Prison Medical Receiver Seeks Broad Exemptions to Pay Cuts, Layoffs
The receiver for California's prison health care system is seeking exemptions for most corrections department employees from Gov. Arnold Schwarzenegger's (R) order to reduce some state employees' pay to the federal minimum wage and lay off other employees, the San Francisco Chronicle reports.
In a letter to the administration on Friday, receiver J. Clark Kelso said he would exempt all corrections department employees except those working in parole and juvenile divisions from the governor's order (Yi/Sondag, San Francisco Chronicle, 8/2).
Kelso said, "There's a pervasive interconnectedness between delivering medical services and everything else corrections does."
Kelso's move would exempt about 60,000 of the corrections department's 66,000 employees from pay cuts and layoffs.

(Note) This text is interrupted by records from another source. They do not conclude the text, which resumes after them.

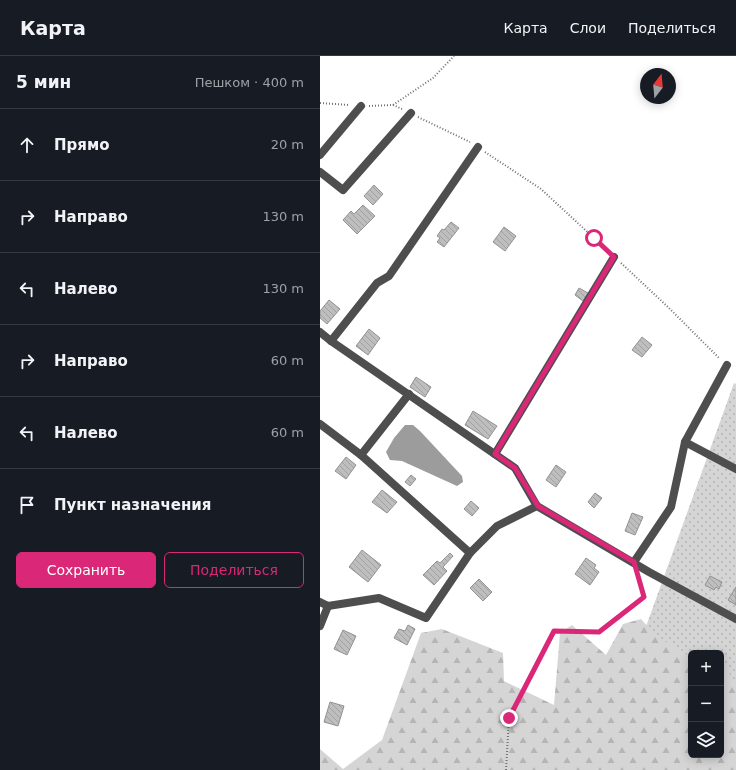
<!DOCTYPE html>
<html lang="ru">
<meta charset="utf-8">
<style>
:root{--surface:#171b24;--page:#242831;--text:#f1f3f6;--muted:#9ea1a6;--line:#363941;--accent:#db2777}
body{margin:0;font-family:"DejaVu Sans",sans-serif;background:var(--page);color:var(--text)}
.controls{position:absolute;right:12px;bottom:12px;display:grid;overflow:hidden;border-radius:6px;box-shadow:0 2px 10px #0003}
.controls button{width:36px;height:36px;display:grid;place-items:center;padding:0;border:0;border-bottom:1px solid var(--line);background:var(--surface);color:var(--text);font:20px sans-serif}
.compass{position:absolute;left:320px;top:12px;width:36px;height:36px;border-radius:50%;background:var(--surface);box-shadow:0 2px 10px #0003;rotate:16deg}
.stop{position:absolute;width:12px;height:12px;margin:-9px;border:3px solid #db2777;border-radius:50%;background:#fff}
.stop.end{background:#db2777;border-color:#fff;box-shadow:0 1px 4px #0008}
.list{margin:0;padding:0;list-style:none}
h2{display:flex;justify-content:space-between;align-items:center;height:52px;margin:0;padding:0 16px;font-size:17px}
h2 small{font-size:13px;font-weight:400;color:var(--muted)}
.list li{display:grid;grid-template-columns:26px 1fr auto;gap:12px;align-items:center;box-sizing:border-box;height:72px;padding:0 16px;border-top:1px solid var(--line)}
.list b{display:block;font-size:15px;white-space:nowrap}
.list em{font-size:13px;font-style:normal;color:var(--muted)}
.actions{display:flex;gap:8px;padding:12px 16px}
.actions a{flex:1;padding:9px 0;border:1px solid var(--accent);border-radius:6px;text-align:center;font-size:14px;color:var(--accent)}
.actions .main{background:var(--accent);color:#fff}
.icon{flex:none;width:22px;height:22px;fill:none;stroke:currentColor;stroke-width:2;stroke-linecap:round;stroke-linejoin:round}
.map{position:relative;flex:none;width:416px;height:714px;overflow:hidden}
header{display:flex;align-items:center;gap:24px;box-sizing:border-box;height:56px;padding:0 20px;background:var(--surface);border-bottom:1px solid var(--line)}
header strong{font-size:19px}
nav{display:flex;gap:22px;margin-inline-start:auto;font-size:14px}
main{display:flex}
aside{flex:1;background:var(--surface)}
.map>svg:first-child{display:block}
.grass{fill:url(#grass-dots)}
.forest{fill:url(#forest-firs)}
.water{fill:#9c9c9c}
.building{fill:url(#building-back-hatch);stroke:#929292}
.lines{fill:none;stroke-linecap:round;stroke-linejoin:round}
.path{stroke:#707070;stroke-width:2;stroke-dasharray:1 2;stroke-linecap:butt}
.street{stroke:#4e4e4e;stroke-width:8}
.route{stroke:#db2777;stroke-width:5}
</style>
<header>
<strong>Карта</strong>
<nav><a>Карта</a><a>Слои</a><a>Поделиться</a></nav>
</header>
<main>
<aside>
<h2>5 мин<small>Пешком · 400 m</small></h2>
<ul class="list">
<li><svg class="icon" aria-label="ahead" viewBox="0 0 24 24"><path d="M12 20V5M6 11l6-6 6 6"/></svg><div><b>Прямо</b></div><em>20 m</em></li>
<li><svg class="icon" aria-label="right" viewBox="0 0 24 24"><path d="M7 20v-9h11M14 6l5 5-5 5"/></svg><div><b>Направо</b></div><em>130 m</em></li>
<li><svg class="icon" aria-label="left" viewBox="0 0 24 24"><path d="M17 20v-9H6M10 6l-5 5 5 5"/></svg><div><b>Налево</b></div><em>130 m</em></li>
<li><svg class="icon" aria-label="right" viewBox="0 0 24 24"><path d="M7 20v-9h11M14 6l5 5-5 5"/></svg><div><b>Направо</b></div><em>60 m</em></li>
<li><svg class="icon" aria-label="left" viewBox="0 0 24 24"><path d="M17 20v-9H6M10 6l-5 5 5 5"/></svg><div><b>Налево</b></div><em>60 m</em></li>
<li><svg class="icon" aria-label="arrive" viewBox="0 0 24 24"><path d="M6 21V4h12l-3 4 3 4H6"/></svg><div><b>Пункт назначения</b></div></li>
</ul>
<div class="actions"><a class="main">Сохранить</a><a>Поделиться</a></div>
</aside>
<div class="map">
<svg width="416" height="714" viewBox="0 0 416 714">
<defs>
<pattern id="grass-dots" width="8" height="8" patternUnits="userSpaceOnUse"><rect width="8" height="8" fill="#d5d5d5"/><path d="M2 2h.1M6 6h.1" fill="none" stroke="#b5b5b5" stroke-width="1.8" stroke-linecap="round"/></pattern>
<pattern id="forest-firs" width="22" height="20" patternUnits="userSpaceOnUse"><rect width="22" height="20" fill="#d5d5d5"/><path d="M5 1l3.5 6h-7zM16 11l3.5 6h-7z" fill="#b5b5b5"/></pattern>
<pattern id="building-back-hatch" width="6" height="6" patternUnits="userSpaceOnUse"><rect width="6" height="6" fill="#bebebe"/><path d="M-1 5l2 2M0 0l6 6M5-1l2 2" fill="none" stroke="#a2a2a2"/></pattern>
</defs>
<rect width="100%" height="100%" fill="#fff"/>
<polygon class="grass" points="414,327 416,328 416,639 401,628 401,597 371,597 371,608 324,576"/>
<polygon class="forest" points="321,563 336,580 366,598 371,609 371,699 401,699 401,610 403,608 416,628 416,714 0,714 0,693 23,713 62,684 101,577 122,573 183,597 184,625 234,649 240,577 252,569 286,599 303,568"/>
<polygon class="water" points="85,369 93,369 100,375 142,420 143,426 137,430 82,405 70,404 66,396 74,382"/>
<g class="building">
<polygon points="54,129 63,138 53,149 44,140"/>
<polygon points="43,149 55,160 37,178 23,164 31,155 34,158"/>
<polygon points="131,166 139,172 124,191 117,186 120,182 117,180 122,173 124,174"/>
<polygon points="184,171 196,180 185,195 173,186"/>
<polygon points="259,232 268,237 263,245 255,239"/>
<polygon points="9,244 20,253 7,268 0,262 0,255"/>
<polygon points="49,273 60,282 48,299 36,290"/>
<polygon points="322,281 332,289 322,301 312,294"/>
<polygon points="96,321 111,331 105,341 90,331"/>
<polygon points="153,355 177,370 168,383 145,369"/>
<polygon points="26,401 36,409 26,423 15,415"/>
<polygon points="236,409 246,416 236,431 226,424"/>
<polygon points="91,419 96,423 90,430 85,426"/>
<polygon points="62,434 77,446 67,457 52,446"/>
<polygon points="275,437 282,442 274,452 268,446"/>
<polygon points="151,445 159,452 152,460 144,453"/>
<polygon points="312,457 323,461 315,479 305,475"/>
<polygon points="42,494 61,509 48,526 29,511"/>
<polygon points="130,497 133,500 123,511 127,515 114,529 103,519 117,505 120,507"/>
<polygon points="266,502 276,509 274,512 279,516 270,529 255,518"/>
<polygon points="390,520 402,526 399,533 396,531 394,534 385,529"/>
<polygon points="159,523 172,536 163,545 150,532"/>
<polygon points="416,531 416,549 408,544"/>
<polygon points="88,569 95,573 87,589 74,582 79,573 85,575"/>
<polygon points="23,574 36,580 27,599 14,593"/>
<polygon points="10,646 24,650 18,670 4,666"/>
</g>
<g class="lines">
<g class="path">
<polyline points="0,47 29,49"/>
<polyline points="73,49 113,22 134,0"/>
<polyline points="49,50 73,49 82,53"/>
<polyline points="98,61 150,86"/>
<polyline points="165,96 221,133 288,195"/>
<polyline points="301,207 349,252 400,303"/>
<polyline points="186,714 189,662 233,575 279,576 324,541 318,520"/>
</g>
<g class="street">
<polyline points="0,99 41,50"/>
<polyline points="0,116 23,134 91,57"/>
<polyline points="0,276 11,285 195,412 217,450 329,516 416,563"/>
<polyline points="11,285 57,227 69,220 158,91"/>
<polyline points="89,338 41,399 150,497 177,470 217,450"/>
<polyline points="0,368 41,399"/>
<polyline points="365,386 416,413"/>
<polyline points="175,398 294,201"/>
<polyline points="314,506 351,451 365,386 407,309"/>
<polyline points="0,546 8,550 59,542 106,562 150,497"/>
<polyline points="0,570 8,550"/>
</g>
</g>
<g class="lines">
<polyline class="route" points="189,662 234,575 279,576 324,541 314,506 218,450 195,412 175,398 294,201 274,182"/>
</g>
</svg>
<div class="controls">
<button>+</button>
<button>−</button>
<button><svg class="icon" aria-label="layers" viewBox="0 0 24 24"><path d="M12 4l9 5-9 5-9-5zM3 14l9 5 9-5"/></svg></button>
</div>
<svg class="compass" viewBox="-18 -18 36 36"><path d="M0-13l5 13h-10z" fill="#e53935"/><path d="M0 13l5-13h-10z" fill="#9ea1a6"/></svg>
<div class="stop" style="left:274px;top:182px"></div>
<div class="stop end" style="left:189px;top:662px"></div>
</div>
</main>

Such an exemption would account for about a quarter of all permanent state employees, raising further questions about how much money the governor's order actually would save, according to the Sacramento Bee (Yamamura, Sacramento Bee, 8/2).
Andrea Lynn Hoch, secretary of legal affairs, responded to Kelso's letter, arguing that he does not have the authority to make such exemptions.
The governor's order already exempts state employees working in emergency services, 24-hour health care, public safety and other critical services, according to the Chronicle (San Francisco Chronicle, 8/2).